Mill Valley students energized by huge response to plans for Relay For Life
A group of students looking to fight cancer got more than they bargained for when they asked their teachers and classmates for their support.
After strategically spreading the word that Mill Valley High School would have its own Relay For Life event to benefit the American Cancer Society this spring, Isabel Crain and her friends expected maybe 100 to 150 students to attend a sign-up rally event Jan. 27. But more than double that amount found their way to the school’s theater to learn about the event.
“Which was absolutely insane,” Crain said. “If we had 10 more people show up we wouldn’t have been able to fit in our theater. … It was fun standing on the stage and watching these people pile into the little theater — I like the fact that our school community is so passionate about making a difference that a third of our school showed up.”
Their goal is to raise $25,000 with their event April 1, but given the response so far?
“I’m starting to think we might be able to surpass that,” Crain said.
The idea for Mill Valley to have its own fundraising event started years ago.
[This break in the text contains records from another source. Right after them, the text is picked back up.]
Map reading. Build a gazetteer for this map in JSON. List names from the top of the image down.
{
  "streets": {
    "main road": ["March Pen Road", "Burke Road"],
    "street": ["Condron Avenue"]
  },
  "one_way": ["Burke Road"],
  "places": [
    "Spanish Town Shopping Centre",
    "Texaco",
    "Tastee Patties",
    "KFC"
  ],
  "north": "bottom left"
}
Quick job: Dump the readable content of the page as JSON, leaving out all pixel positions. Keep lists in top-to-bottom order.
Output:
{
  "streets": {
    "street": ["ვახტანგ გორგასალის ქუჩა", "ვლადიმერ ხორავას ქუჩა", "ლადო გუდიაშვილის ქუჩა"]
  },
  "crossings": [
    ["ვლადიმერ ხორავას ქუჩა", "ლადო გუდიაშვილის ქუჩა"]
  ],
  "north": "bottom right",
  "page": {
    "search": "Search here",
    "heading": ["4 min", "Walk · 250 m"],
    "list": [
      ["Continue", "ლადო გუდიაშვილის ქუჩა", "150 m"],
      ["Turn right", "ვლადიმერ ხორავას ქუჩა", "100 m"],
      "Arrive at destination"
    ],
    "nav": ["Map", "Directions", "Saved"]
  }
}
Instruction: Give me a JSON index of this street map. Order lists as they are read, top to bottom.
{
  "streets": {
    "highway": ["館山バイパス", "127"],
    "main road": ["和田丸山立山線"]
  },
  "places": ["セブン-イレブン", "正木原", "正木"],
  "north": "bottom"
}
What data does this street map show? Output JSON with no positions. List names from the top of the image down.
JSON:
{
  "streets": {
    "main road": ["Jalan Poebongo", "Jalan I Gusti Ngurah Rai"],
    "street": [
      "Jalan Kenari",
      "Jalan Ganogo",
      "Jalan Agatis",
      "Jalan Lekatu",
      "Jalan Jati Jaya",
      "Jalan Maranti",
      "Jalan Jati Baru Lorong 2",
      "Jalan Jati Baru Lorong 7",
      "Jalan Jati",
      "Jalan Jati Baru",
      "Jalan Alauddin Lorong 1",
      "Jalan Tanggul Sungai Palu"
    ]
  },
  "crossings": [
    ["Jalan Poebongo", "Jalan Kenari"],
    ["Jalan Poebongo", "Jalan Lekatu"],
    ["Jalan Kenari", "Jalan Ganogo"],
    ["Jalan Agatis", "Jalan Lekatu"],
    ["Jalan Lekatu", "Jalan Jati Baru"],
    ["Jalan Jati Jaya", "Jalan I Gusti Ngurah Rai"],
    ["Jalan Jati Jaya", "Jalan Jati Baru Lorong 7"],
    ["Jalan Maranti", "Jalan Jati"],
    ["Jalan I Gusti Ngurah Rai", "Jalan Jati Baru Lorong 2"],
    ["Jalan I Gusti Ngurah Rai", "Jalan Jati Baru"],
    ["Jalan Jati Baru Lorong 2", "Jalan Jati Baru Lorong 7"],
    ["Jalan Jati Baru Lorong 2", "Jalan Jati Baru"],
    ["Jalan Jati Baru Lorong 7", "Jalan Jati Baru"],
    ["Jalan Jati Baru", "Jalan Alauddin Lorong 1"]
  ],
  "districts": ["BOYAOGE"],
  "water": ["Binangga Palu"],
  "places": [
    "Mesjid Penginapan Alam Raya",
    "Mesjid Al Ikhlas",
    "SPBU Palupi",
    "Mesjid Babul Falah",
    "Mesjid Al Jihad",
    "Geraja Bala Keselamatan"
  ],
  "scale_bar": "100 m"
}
Crain explained that she and her friends were inspired to attend area relay events by their friend’s mother, who battled cancer multiple times.
“She was a single mom and had two daughters, and she ended up passing away,” Crain said. “She was a role model in my life, and it’s just something I do for her and for people in that same type of situation.”
Megan Feuerborn, co-chair for the Mill Valley relay, explained they first attended a Relay For Life at Olathe North, then attended the Shawnee-Lenexa Relay For Life for the past two years. During the event, teams that have raised funds for the event walk on a track from 6 p.m. to 6 a.m. to symbolize the and have games and other activities to raise more funds.
“It was an experience we enjoyed,” said Megan Feuerborn, Crain’s co-chair of the Mill Valley event, explaining that portions of the relay, like the luminaria ceremony for those who currently have cancer and those who have died, made a special impact. “It just kind of reminds you why you’re actually there. While you’re having a fun time with your friends, you just kind of have that moment where it hits you that this is for a good cause and you’re actually making a difference.”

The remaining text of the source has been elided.